After the anchovies have been salt-cured for months in the wooden barrels, a small hole is made on the bottom of each barrel to provide a space for the strongly flavored, amber-colored liquid inside to be filtered out. This liquid is the colatura di alici, the result of the slow, careful process of the maturation and pressing of the salted anchovies.
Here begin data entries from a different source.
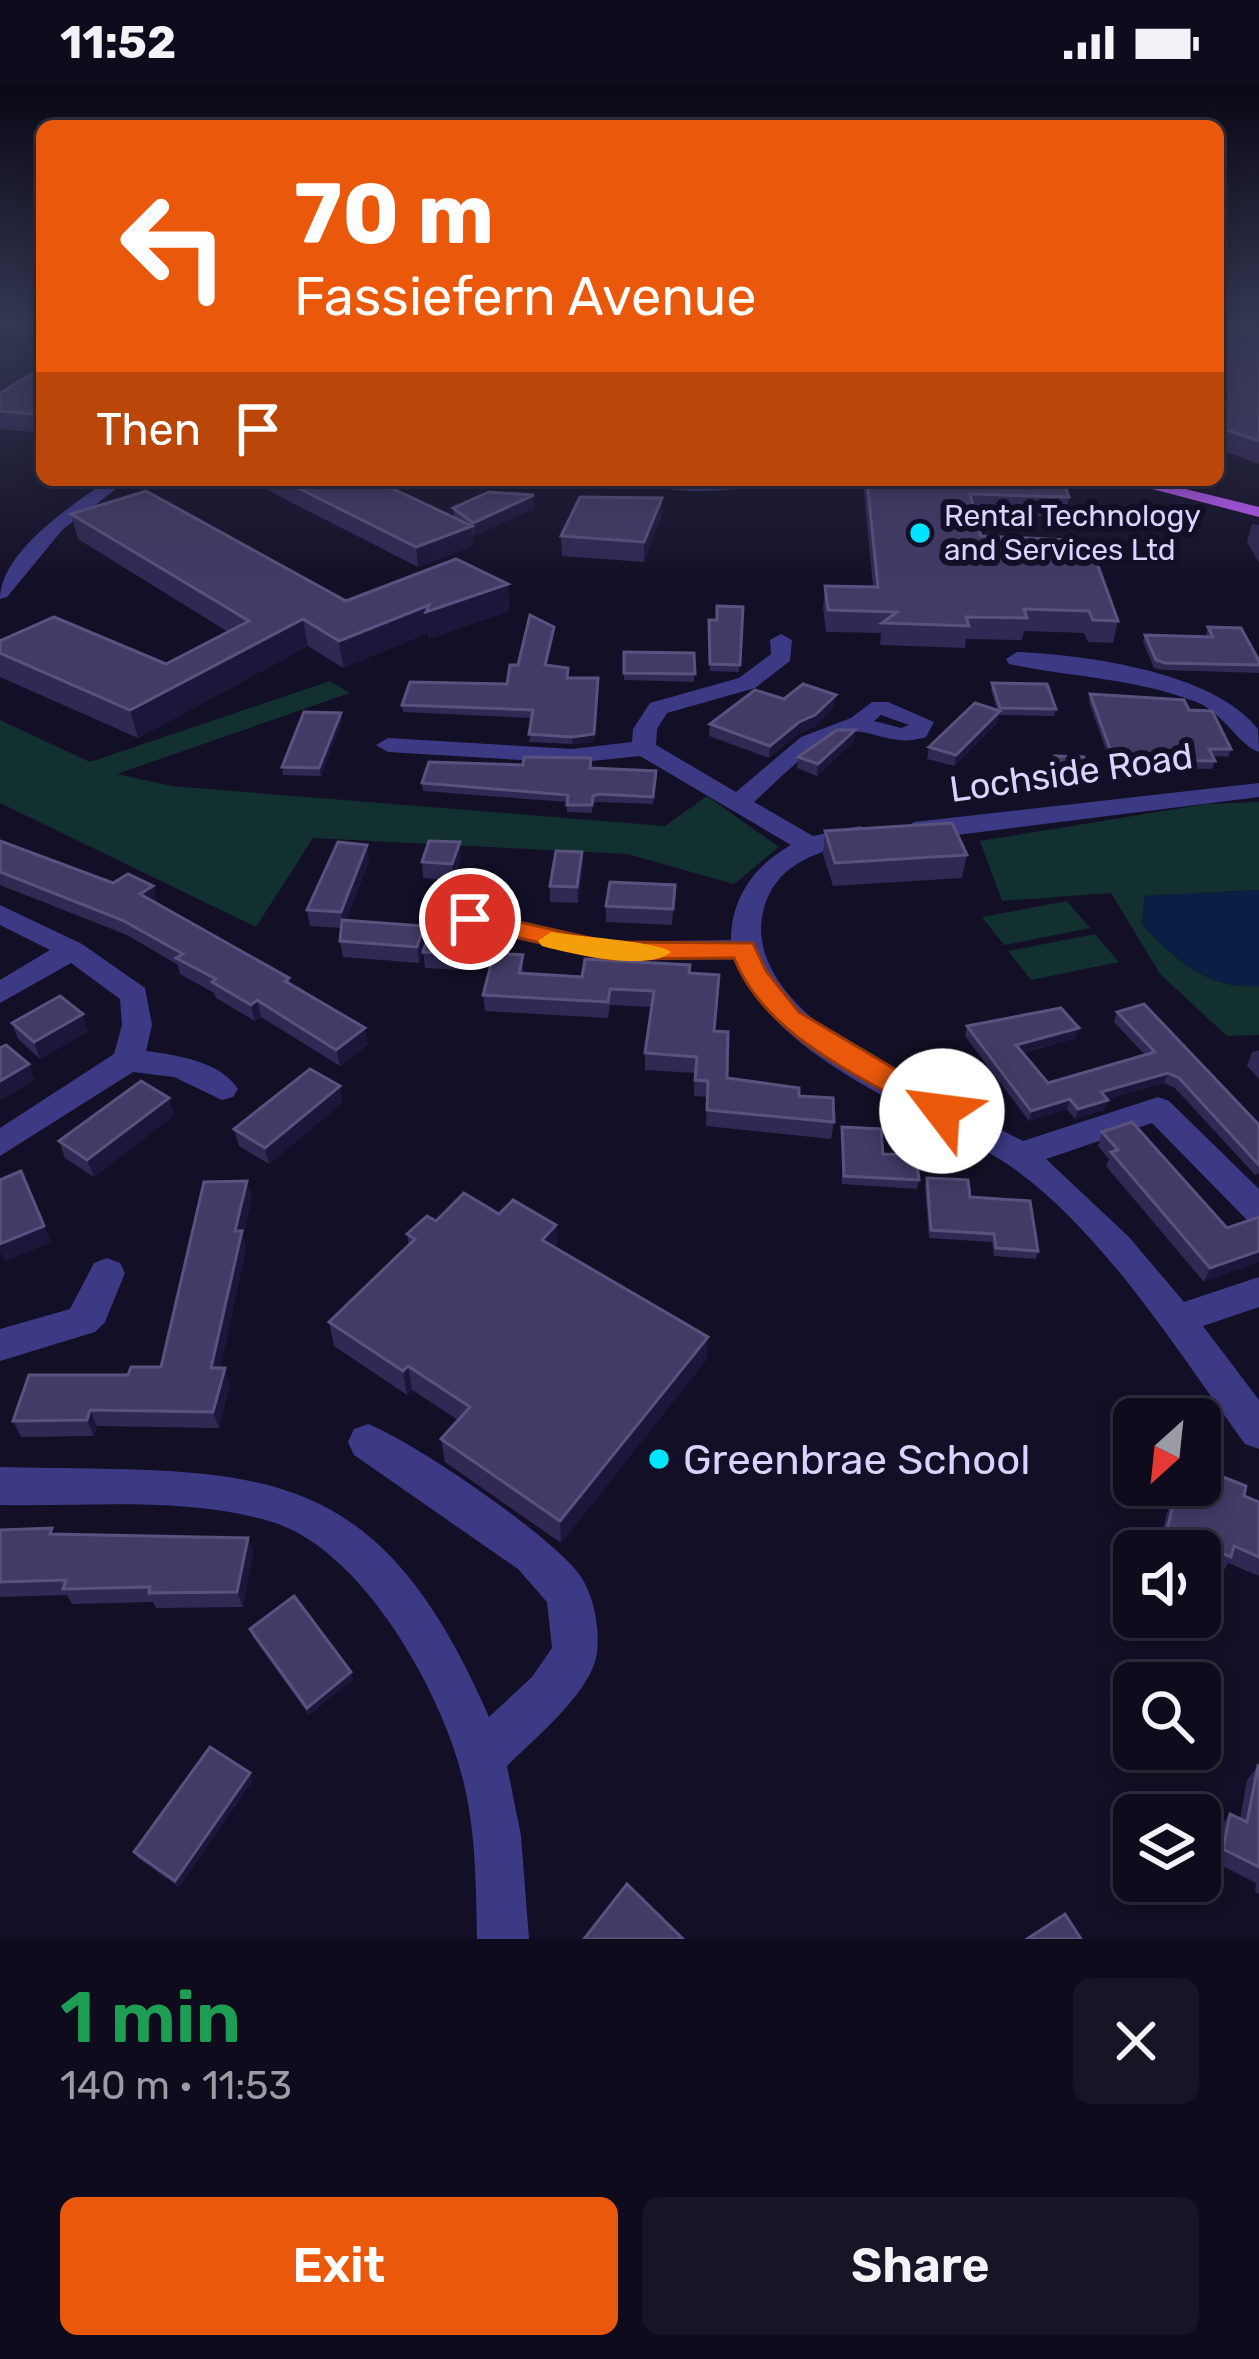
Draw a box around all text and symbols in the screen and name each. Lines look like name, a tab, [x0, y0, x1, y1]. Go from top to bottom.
text: 11:52	[60, 16, 176, 69]
text: 70 m	[294, 164, 494, 264]
icon: left	[96, 168, 252, 324]
text: Fassiefern Avenue	[294, 265, 757, 329]
icon: arrive	[225, 396, 291, 462]
text: Then	[96, 403, 201, 456]
place label: Rental Technology and Services Ltd	[944, 498, 1201, 568]
marker: Rental Technology and Services Ltd	[907, 520, 933, 546]
street label: Lochside Road	[947, 734, 1195, 811]
pin	[419, 868, 521, 970]
icon: arrive	[437, 886, 503, 952]
position arrow	[879, 1048, 1005, 1174]
north arrow	[1113, 1398, 1221, 1506]
map controls	[1113, 1398, 1221, 1902]
place label: Greenbrae School	[683, 1435, 1031, 1485]
marker: Greenbrae School	[646, 1446, 672, 1472]
button: sound	[1113, 1530, 1221, 1638]
button: search	[1113, 1662, 1221, 1770]
button: layers	[1113, 1794, 1221, 1902]
text: 1 min	[60, 1975, 241, 2060]
button: close	[1073, 1978, 1199, 2104]
text: 140 m · 11:53	[60, 2063, 292, 2109]
button: Exit	[60, 2197, 618, 2335]
button: Share	[642, 2197, 1199, 2335]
Colatura di AliciColatura di Alici

 

 

 

 

 

 

 

 

 

 

 

 

Needless to say, the colatura di alici di Cetara ranks high on my list of  key ingredients to have readily available in the cupboard for delicious cooking, Campania style. Describing the flavor is a bit complex —salty, fishy (but not too fishy), elegant. What is more than clear, though, is that its presence will assuredly transform any complimentary pasta or vegetable dish into something highly palatable — whether it is used on its own to give a burst of salty, fish flavor to the finished dish or combined with a few other simple ingredients for a crude condiment to toss with the pasta or vegetable side dish.

In Cetara, the colatura di alici is considered a multi-purpose seasoning, a tasty salt substitute with a subtle fishy kick, if you will. And although it is primarily used to season pasta and vegetable side dishes, Gina told me that it is a mainstay on tables in traditional homes to season most of their food instead of salt since it is so highly regarded by the Cetaresi people – much like the ancient Romans love-affair with GARUM. Colatura di Alici

In traditional homes, the colatura di alici is most often times combined with extra-virgin olive oil, minced fresh flat-leaf parsley, minced garlic, grated lemon zest, and slivered fresh hot red peppers for a delicious crude condiment to toss with spaghetti or linguini, which is the signature Cetaresi pasta dish. But it is also commonly tossed with chopped tomatoes, extra-virgin olive oil, minced garlic, and dried oregano to make a light, refreshing summer salad to pile over crusty slices of rustic bread for an any time of day light meal or snack or to be served as a part of an antipasto course. Or else, you can whisk it together with extra-virgin olive oil, minced fresh flat-leaf parsley, minced garlic, dried oregano, and slivered fresh hot red peppers to make a delicious condiment to toss with boiled potatoes or drizzle over the top of sautéed broccoli rabe or any other bitter green vegetable for a traditional vegetable side dish, Cetaresi style.